Collected data entries

☆ ☆ ☆ ☆

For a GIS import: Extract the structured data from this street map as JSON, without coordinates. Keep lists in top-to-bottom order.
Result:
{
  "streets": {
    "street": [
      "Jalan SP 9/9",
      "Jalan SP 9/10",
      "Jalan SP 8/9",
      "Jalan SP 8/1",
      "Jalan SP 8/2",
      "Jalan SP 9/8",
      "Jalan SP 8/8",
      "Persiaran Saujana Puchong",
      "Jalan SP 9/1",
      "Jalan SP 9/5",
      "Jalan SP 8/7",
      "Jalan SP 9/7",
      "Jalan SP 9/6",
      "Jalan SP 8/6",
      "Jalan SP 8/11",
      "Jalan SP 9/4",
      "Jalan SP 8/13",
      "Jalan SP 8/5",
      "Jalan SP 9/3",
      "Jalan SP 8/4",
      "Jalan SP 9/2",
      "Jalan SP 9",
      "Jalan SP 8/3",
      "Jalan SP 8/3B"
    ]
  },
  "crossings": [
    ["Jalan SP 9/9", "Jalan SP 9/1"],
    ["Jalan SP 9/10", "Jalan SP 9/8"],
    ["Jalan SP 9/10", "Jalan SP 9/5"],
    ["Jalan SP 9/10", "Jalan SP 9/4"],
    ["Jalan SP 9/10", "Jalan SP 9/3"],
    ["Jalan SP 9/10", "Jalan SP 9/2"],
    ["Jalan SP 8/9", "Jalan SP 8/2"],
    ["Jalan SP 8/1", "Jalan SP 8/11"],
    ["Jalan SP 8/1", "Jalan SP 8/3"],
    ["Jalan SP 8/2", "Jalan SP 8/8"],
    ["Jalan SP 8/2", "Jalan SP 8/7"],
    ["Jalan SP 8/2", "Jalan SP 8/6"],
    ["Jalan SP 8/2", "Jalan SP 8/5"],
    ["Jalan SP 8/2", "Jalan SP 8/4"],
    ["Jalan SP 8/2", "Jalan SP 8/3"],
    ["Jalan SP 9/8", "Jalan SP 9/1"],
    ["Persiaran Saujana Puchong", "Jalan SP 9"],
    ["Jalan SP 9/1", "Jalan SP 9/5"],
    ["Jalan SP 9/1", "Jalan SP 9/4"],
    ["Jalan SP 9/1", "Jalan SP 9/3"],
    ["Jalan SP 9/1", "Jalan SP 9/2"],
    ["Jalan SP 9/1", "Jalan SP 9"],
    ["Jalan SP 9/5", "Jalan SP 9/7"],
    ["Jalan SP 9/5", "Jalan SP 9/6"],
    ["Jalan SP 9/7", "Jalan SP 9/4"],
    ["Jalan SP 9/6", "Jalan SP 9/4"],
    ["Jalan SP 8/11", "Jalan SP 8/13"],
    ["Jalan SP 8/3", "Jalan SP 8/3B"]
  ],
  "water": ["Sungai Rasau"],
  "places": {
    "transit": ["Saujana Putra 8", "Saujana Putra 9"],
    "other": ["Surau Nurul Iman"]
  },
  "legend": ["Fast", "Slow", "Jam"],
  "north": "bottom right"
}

☆ ☆ ☆ ☆

▶ _Your task_:
Go through the records above line by line and say how many lines include "Saujana", giving only that number.

▶ _Result of this task_:
3